And so measuring telomeres became this big thing that was going to be part of telling you how old you are. The problem is
that telomeres is mainly the way that we measure them, not necessarily that they're not useful,
but each different tissue and each different cell type has different lengths of telomeres
and different rates at which telomeres shorten. So if I wanted to measure your telomeres and assess your rate
of aging, I'd probably have to do it multiple times over time. And I'd have to do it in multiple
tissues. So I'd have to do like a liver biopsy and a muscle biopsy. And maybe I'd do a brain biopsy
if I wanted to know how fast your brain was aging. We can't because we're not going to do that,
right? Because other telomeres that we can easily measure, either from white blood cells in your blood, or from usually we do a cheek swab. So just from
epithelial tissue inside your mouth. Those aren't reflective of telomeres across your entire body.

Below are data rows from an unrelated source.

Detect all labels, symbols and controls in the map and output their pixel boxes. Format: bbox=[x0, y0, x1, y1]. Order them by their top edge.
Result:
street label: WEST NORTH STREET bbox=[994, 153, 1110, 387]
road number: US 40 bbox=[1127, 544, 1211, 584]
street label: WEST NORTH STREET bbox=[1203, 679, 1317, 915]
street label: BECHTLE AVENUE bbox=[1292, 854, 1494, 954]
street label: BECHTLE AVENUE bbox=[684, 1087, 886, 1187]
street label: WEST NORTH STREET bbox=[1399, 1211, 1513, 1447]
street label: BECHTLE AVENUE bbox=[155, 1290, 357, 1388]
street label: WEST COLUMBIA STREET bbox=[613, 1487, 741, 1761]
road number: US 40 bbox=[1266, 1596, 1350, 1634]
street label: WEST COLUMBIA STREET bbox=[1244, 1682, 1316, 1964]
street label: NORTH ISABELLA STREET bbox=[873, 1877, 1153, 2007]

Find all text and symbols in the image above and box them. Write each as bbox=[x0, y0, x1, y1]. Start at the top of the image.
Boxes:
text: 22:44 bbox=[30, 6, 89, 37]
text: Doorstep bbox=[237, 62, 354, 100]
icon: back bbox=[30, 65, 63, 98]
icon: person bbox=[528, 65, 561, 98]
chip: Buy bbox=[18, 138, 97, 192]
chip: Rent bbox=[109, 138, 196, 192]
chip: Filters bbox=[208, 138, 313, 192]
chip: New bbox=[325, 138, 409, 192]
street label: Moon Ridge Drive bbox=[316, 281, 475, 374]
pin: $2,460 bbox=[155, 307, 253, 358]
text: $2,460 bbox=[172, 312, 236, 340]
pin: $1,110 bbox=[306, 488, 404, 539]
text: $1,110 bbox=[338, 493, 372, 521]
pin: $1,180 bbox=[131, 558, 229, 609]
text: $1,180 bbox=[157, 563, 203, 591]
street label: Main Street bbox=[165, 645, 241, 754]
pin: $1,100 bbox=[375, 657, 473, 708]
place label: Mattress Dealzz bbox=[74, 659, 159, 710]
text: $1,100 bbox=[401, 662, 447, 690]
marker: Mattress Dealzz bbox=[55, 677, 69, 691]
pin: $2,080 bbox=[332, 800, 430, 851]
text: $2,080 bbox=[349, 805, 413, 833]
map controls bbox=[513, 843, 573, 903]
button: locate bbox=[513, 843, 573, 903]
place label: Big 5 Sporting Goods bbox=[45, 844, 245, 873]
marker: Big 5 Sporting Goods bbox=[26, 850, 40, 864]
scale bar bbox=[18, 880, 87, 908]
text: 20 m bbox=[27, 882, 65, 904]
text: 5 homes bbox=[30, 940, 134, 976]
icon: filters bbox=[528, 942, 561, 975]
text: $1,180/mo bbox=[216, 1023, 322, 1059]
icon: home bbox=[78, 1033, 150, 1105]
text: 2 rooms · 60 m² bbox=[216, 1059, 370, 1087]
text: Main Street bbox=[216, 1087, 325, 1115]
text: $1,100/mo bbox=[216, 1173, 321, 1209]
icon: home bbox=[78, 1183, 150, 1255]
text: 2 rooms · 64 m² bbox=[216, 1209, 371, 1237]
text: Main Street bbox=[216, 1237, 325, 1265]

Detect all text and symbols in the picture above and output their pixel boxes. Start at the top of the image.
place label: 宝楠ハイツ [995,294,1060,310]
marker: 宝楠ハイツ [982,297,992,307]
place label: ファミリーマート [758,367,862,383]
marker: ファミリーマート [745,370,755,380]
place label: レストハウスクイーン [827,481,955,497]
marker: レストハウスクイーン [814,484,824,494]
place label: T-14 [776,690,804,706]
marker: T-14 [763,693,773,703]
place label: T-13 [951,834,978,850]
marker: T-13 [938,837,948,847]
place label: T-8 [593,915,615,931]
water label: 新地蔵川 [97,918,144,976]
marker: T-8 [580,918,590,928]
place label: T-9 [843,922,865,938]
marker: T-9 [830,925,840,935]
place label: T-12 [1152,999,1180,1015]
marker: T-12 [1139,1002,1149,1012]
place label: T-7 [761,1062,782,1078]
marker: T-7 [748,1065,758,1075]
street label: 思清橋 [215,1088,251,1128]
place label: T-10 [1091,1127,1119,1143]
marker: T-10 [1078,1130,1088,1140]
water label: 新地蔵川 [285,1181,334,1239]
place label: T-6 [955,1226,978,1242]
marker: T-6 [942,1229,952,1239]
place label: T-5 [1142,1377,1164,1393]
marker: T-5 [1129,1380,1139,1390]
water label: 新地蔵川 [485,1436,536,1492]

So that's kind of been the issue with telomeres is actually they're not that reflective of the
aging process of the body as a whole. Another part of it is if you look at the white blood cells of telomeres,
the number and proportion of different white blood cells that you have circulating in your
blood at any given time changes all the time. And different types of white blood cells have
different lengths of telomeres, and that is a massive confounder as well. So there's just
multiple reasons why telomeres aren't a useful thing to look at there have also been studies where
people have given telomerase so synapse for a while people took telomerase which is basically
an enzyme that sort of adds back to telomeres and they don't seem to be particularly beneficial either. And I think one of the most important things to think
about in this longevity arena is what's sort of the output, what's the epiphenomenon, what's the
thing that you measure versus what are the factors that are contributing to this process? So if you
have, if you're exposed to a lot of things that cause your telomeres to
shorten just adding an enzyme that's just going to be continuously working to try and add on
telomeres it doesn't make any sense right you haven't removed the environmental factors that
are stimulating the aging so that doesn't slow down the process and i know there was a whole
boom in the nutrition supplement industry around this yes so i think ta65 is is the
telomerase product that i believe is still on the market some people take it some in high doses it's
very expensive there is no evidence that it works in humans i think it it works in animals but
there are a million things you can do to it to to make a mouse live longer, almost none of which have translated well to humans.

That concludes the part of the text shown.